The reconverse aims to provide a coherent and composable suite of analytics tools for informing the response to disease outbreaks, health emergencies and humanitarian crises.
We work hard to ensure packages within the reconverse fulfill three key goals:
- Efficiency: Packages can be used in real time to improve situation awareness and inform intervention strategies.
- Reliability: Packages are thoroughly and constantly tested using professional software development methods.
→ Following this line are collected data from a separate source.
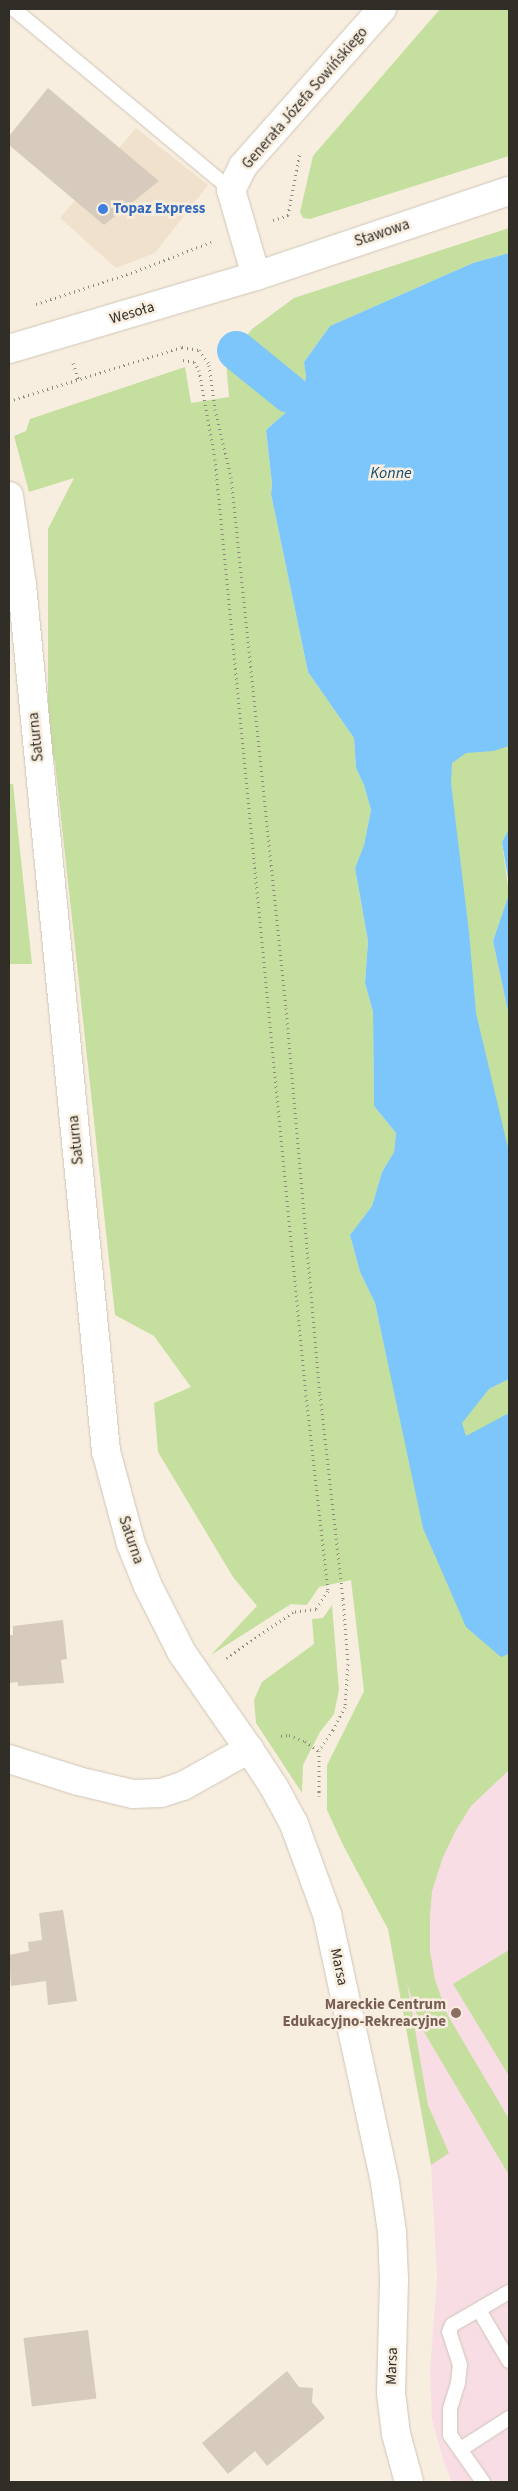 <!DOCTYPE html>
<html>
<head>
<meta charset="utf-8">
<style>
  body { margin:0 }
  #map { position:relative; width:518px; height:2491px; overflow:hidden; background:#f8eedf; font-family:"Source Sans 3",sans-serif }
  div>[style] { position:absolute }
  .built>* { inset:0; background:#f0e1cc }
  .education>* { inset:0; background:#f8dde4 }
  .green>* { inset:0; background:#c4df9e }
  .water>* { inset:0; background:#7cc6fc }
  .canal>* { height:39px; margin:-19.5px; padding:0 19.5px; transform-origin:19.5px; border-radius:19.5px; background:#7cc6fc }
  .building>* { inset:0; background:#d6cbbd; transform-origin:0 0 }
  .path>* { height:3px; margin-top:-1.5px; transform-origin:0; background:repeating-linear-gradient(90deg,#90897e 0 1px,transparent 0 5px) }
  .roads { filter:drop-shadow(0 0 1px #cfc5b7) drop-shadow(0 0 1px #cfc5b7) }
  .service>* { height:14px; margin:-7px; padding:0 7px; transform-origin:7px; border-radius:7px; background:#fff }
  .minor>* { height:28px; margin:-14px; padding:0 14px; transform-origin:14px; border-radius:14px; background:#fff }
  .dots>* { width:14px; height:14px; translate:-50% -50%; box-sizing:border-box; border:2px solid #f8eedf; border-radius:50% }
  span { translate:-50% -50%; white-space:nowrap; text-align:center; line-height:1.15; -webkit-text-stroke:5px #f8eedf; paint-order:stroke }
  .street-label { font-size:15px; color:#312d27 }
  .shop-label { font-size:15px; color:#366cbe; font-weight:700 }
  .left { translate:0 -50%; text-align:left }
  .education-label { font-size:15px; color:#785e54; font-weight:700 }
  .right { translate:-100% -50%; text-align:right }
  .water-label { font-size:16px; color:#144c6f; font-style:italic }
  .frame { position:absolute; inset:0; border:10px solid #312d27; pointer-events:none }
</style>
</head>
<body>
<div id="map">
  <div class="built">
    <i style="clip-path:polygon(136px 128px,208px 185px,155px 253px,116px 268px,60px 218px)"></i>
  </div>
  <div class="education">
    <i style="clip-path:polygon(509px 1698px,509px 2482px,452px 2482px,444px 2463px,432px 2419px,430px 2372px,437px 2279px,431px 2165px,388px 1929px)"></i>
  </div>
  <div class="green">
    <i style="clip-path:polygon(440px 9px,509px 9px,509px 156px,310px 219px,303px 218px,300px 212px,313px 156px)"></i>
    <i style="clip-path:polygon(509px 228px,509px 253px,473px 263px,330px 326px,304px 362px,306px 377px,302px 393px,293px 387px,285px 399px,292px 407px,266px 430px,272px 484px,271px 494px,308px 672px,354px 738px,356px 768px,364px 785px,371px 810px,364px 845px,355px 868px,368px 941px,365px 983px,373px 1012px,374px 1106px,396px 1133px,394px 1152px,382px 1172px,372px 1206px,350px 1235px,360px 1272px,375px 1303px,387px 1358px,489px 1389px,509px 1379px,509px 1770px,471px 1806px,456px 1830px,443px 1857px,432px 1891px,430px 1916px,430px 1951px,435px 1980px,447px 2014px,509px 2119px,509px 2175px,421px 2027px,407px 1983px,428px 2105px,449px 2153px,431px 2165px,388px 1929px,343px 1845px,327px 1810px,327px 1765px,364px 1691px,351px 1580px,319px 1587px,307px 1605px,291px 1604px,211px 1655px,257px 1606px,233px 1577px,158px 1452px,154px 1403px,191px 1387px,154px 1336px,115px 1315px,55px 762px,48px 744px,48px 529px,74px 478px,29px 492px,14px 436px,26px 431px,30px 419px,185px 367px,191px 403px,229px 397px,226px 362px,252px 329px,294px 298px)"></i>
    <i style="clip-path:polygon(509px 724px,509px 829px,502px 842px,509px 894px,493px 941px,509px 1016px,509px 1173px,480px 1084px,442px 742px)"></i>
    <i style="clip-path:polygon(9px 784px,13px 784px,32px 964px,9px 964px)"></i>
    <i style="clip-path:polygon(332px 1605px,339px 1690px,334px 1714px,320px 1732px,303px 1765px,302px 1793px,256px 1723px,254px 1700px,262px 1682px,314px 1644px,312px 1619px,323px 1618px)"></i>
    <i style="clip-path:polygon(509px 1950px,509px 2076px,453px 1984px)"></i>
  </div>
  <div class="water">
    <i style="clip-path:polygon(509px 253px,509px 746px,493px 751px,466px 753px,452px 763px,451px 783px,469px 932px,476px 1013px,509px 1152px,509px 1379px,489px 1389px,462px 1423px,466px 1436px,509px 1413px,509px 1654px,501px 1657px,466px 1627px,423px 1528px,375px 1303px,360px 1272px,350px 1235px,372px 1206px,382px 1172px,394px 1152px,396px 1133px,374px 1106px,373px 1012px,365px 983px,368px 941px,355px 868px,364px 845px,371px 810px,364px 785px,356px 768px,354px 738px,308px 672px,271px 494px,272px 484px,266px 430px,292px 407px,285px 399px,293px 387px,302px 393px,306px 377px,304px 362px,330px 326px,473px 263px)"></i>
    <i style="clip-path:polygon(509px 829px,509px 884px,502px 842px)"></i>
    <i style="clip-path:polygon(509px 894px,509px 1016px,493px 941px)"></i>
  </div>
  <div class="canal">
    <i style="left:236px;top:350px;width:68px;rotate:39.1deg"></i>
  </div>
  <div class="building">
    <i style="clip-path:polygon(48px 88px,159px 181px,104px 225px,9px 145px,9px 136px)"></i>
    <i style="clip-path:polygon(63px 1620px,67px 1659px,61px 1660px,64px 1683px,18px 1686px,18px 1682px,9px 1683px,9px 1635px,13px 1635px,13px 1626px)"></i>
    <i style="clip-path:polygon(63px 1910px,77px 2001px,48px 2005px,46px 1981px,11px 1986px,9px 1955px,29px 1951px,28px 1942px,42px 1940px,39px 1913px)"></i>
    <i style="left:88px;top:2330px;width:69px;height:65px;rotate:83deg"></i>
    <i style="clip-path:polygon(287px 2371px,299px 2387px,313px 2388px,312px 2402px,325px 2418px,267px 2466px,255px 2451px,228px 2474px,202px 2443px)"></i>
  </div>
  <div class="path">
    <i style="left:273px;top:220px;width:16px;rotate:-18deg"></i>
    <i style="left:288px;top:215px;width:64px;rotate:-79.2deg"></i>
    <i style="left:36px;top:304px;width:100px;rotate:-18.1deg"></i>
    <i style="left:131px;top:273px;width:86px;rotate:-21.2deg"></i>
    <i style="left:183px;top:360px;width:11px;rotate:10deg"></i>
    <i style="left:194px;top:362px;width:9px;rotate:58deg"></i>
    <i style="left:199px;top:370px;width:90px;rotate:79.8deg"></i>
    <i style="left:215px;top:459px;width:940px;rotate:84.45deg"></i>
    <i style="left:306px;top:1395px;width:197px;rotate:83.6deg"></i>
    <i style="left:328px;top:1591px;width:22px;rotate:124deg"></i>
    <i style="left:316px;top:1609px;width:23px;rotate:173deg"></i>
    <i style="left:293px;top:1612px;width:81px;rotate:145.5deg"></i>
    <i style="left:73px;top:363px;width:19px;rotate:72deg"></i>
    <i style="left:9px;top:401px;width:181px;rotate:-17.3deg"></i>
    <i style="left:182px;top:347px;width:17px;rotate:10deg"></i>
    <i style="left:199px;top:350px;width:18px;rotate:56deg"></i>
    <i style="left:209px;top:365px;width:44px;rotate:82.2deg"></i>
    <i style="left:215px;top:409px;width:70px;rotate:76.8deg"></i>
    <i style="left:231px;top:477px;width:534px;rotate:84.09deg"></i>
    <i style="left:286px;top:1008px;width:387px;rotate:85deg"></i>
    <i style="left:320px;top:1394px;width:206px;rotate:83.6deg"></i>
    <i style="left:343px;top:1599px;width:65px;rotate:85.6deg"></i>
    <i style="left:348px;top:1664px;width:43px;rotate:94deg"></i>
    <i style="left:345px;top:1707px;width:26px;rotate:118deg"></i>
    <i style="left:333px;top:1730px;width:25px;rotate:124deg"></i>
    <i style="left:319px;top:1751px;width:45px;rotate:90deg"></i>
    <i style="left:281px;top:1736px;width:8px;rotate:-7deg"></i>
    <i style="left:289px;top:1735px;width:17px;rotate:21deg"></i>
    <i style="left:305px;top:1741px;width:17px;rotate:36deg"></i>
  </div>
  <div class="roads">
    <div class="service">
      <i style="left:14px;top:9px;width:283px;rotate:39.8deg"></i>
      <i style="left:479px;top:2310px;width:59px;rotate:59.5deg"></i>
      <i style="left:461px;top:2449px;width:57px;rotate:-32.9deg"></i>
      <i style="left:483px;top:2482px;width:57px;rotate:-125.1deg"></i>
      <i style="left:450px;top:2435px;width:26px;rotate:-90deg"></i>
      <i style="left:450px;top:2409px;width:27px;rotate:-73deg"></i>
      <i style="left:458px;top:2383px;width:18px;rotate:-84deg"></i>
      <i style="left:460px;top:2365px;width:35px;rotate:-108deg"></i>
      <i style="left:449px;top:2332px;width:8px;rotate:-67deg"></i>
      <i style="left:452px;top:2325px;width:66px;rotate:-30.1deg"></i>
    </div>
    <div class="minor">
      <i style="left:256px;top:276px;width:90px;rotate:-106.2deg"></i>
      <i style="left:231px;top:190px;width:27px;rotate:-63deg"></i>
      <i style="left:243px;top:166px;width:210px;rotate:-48.5deg"></i>
      <i style="left:9px;top:349px;width:258px;rotate:-16.5deg"></i>
      <i style="left:256px;top:276px;width:267px;rotate:-18.6deg"></i>
      <i style="left:9px;top:496px;width:90px;rotate:81.7deg"></i>
      <i style="left:22px;top:585px;width:870px;rotate:84.46deg"></i>
      <i style="left:106px;top:1451px;width:96px;rotate:75deg"></i>
      <i style="left:131px;top:1544px;width:45px;rotate:68deg"></i>
      <i style="left:148px;top:1586px;width:75px;rotate:63.1deg"></i>
      <i style="left:182px;top:1653px;width:117px;rotate:55.1deg"></i>
      <i style="left:9px;top:1759px;width:72px;rotate:17.7deg"></i>
      <i style="left:78px;top:1781px;width:57px;rotate:13.3deg"></i>
      <i style="left:133px;top:1794px;width:28px;rotate:-2deg"></i>
      <i style="left:161px;top:1793px;width:23px;rotate:-18deg"></i>
      <i style="left:183px;top:1786px;width:76px;rotate:-29.3deg"></i>
      <i style="left:249px;top:1749px;width:45px;rotate:56.7deg"></i>
      <i style="left:274px;top:1787px;width:42px;rotate:61.6deg"></i>
      <i style="left:294px;top:1824px;width:96px;rotate:69.9deg"></i>
      <i style="left:327px;top:1914px;width:275px;rotate:77.8deg"></i>
      <i style="left:385px;top:2183px;width:49px;rotate:81.9deg"></i>
      <i style="left:392px;top:2232px;width:48px;rotate:87.6deg"></i>
      <i style="left:394px;top:2280px;width:113px;rotate:91.5deg"></i>
      <i style="left:391px;top:2393px;width:41px;rotate:83deg"></i>
      <i style="left:396px;top:2434px;width:50px;rotate:74.8deg"></i>
    </div>
  </div>
  <div class="dots">
    <i style="left:103px;top:209px;background:#3f7fe0"></i>
    <i style="left:456px;top:2013px;background:#8d6e63"></i>
  </div>
  <div class="street-label">
    <span style="left:305px;top:98px;rotate:-49deg">Generała Józefa Sowińskiego</span>
    <span style="left:382px;top:233px;rotate:-19deg">Stawowa</span>
    <span style="left:132px;top:313px;rotate:-17deg">Wesoła</span>
    <span style="left:36px;top:737px;rotate:-96deg">Saturna</span>
    <span style="left:76px;top:1140px;rotate:-96deg">Saturna</span>
    <span style="left:131px;top:1540px;rotate:71deg">Saturna</span>
    <span style="left:339px;top:1967px;rotate:78deg">Marsa</span>
    <span style="left:392px;top:2366px;rotate:-88deg">Marsa</span>
  </div>
  <div class="shop-label">
    <span class="left" style="left:113px;top:209px">Topaz Express</span>
  </div>
  <div class="education-label">
    <span class="right" style="left:446px;top:2013px">Mareckie Centrum<br>Edukacyjno-Rekreacyjne</span>
  </div>
  <div class="water-label">
    <span style="left:391px;top:473px">Konne</span>
  </div>
  <div class="frame"></div>
</div>
</body>
</html>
- Accessibility: Packages are free, open-source, and available on virtually any platform; and can be used with different levels of expertise.
grates
Provides a coherent interface and implementation for creating grouped date classes.
i2extras
Provides functions to work with ‘incidence2’ objects, including a simplified interface for trend fitting and peak estimation.
incidence2
Provides functions and classes to compute, handle and visualise incidence from dated events for a defined time interval. Dates can be provided in various standard formats. The class ‘incidence2’ is used to store computed incidence and can be easily manipulated, subsetted, and plotted.
outbreaks
Empirical or simulated disease outbreak data, provided either as RData or as text files.
reportfactory
Provides an infrastructure for handling multiple R Markdown reports, including automated curation and time-stamping of outputs, parameterisation and provision of helper functions to manage dependencies.
trendeval
Provides a coherent interface for evaluating models fit with the trending package.
trending
Provides a coherent interface to multiple modelling tools for fitting trends along with a standardised approach for generating confidence and prediction intervals.
Lifecycle
When a user considers utilising a package in their work it is helpful to provide them with information on the development plans around the package. This allows them to make an informed decision as to whether they want to take that package as a dependency. To help users understand the development status of a package we use lifecycle badges to relay one of 4 stages of package maturity; concept, experimental, maturing and stable:
Concept 
Initial ideas of what the package will be, maybe some gist of code and discussions among developers, but not much more.
Experimental 
Draft of a functional package, but interfaces and functionalities may change over time, testing and documentation may be lacking. Typically semantic version < 0.1.0.
Maturing 
Package is functional, documented and tested. Can be used in production with the understanding that the interface may still undergo minor changes. Typically semantic version < 1.0.0.
Stable 
Package is functional, documented and tested. The interface is not meant to change in the future. Can be used in production and relied upon by other packages. Typically semantic version >= 1.0.0.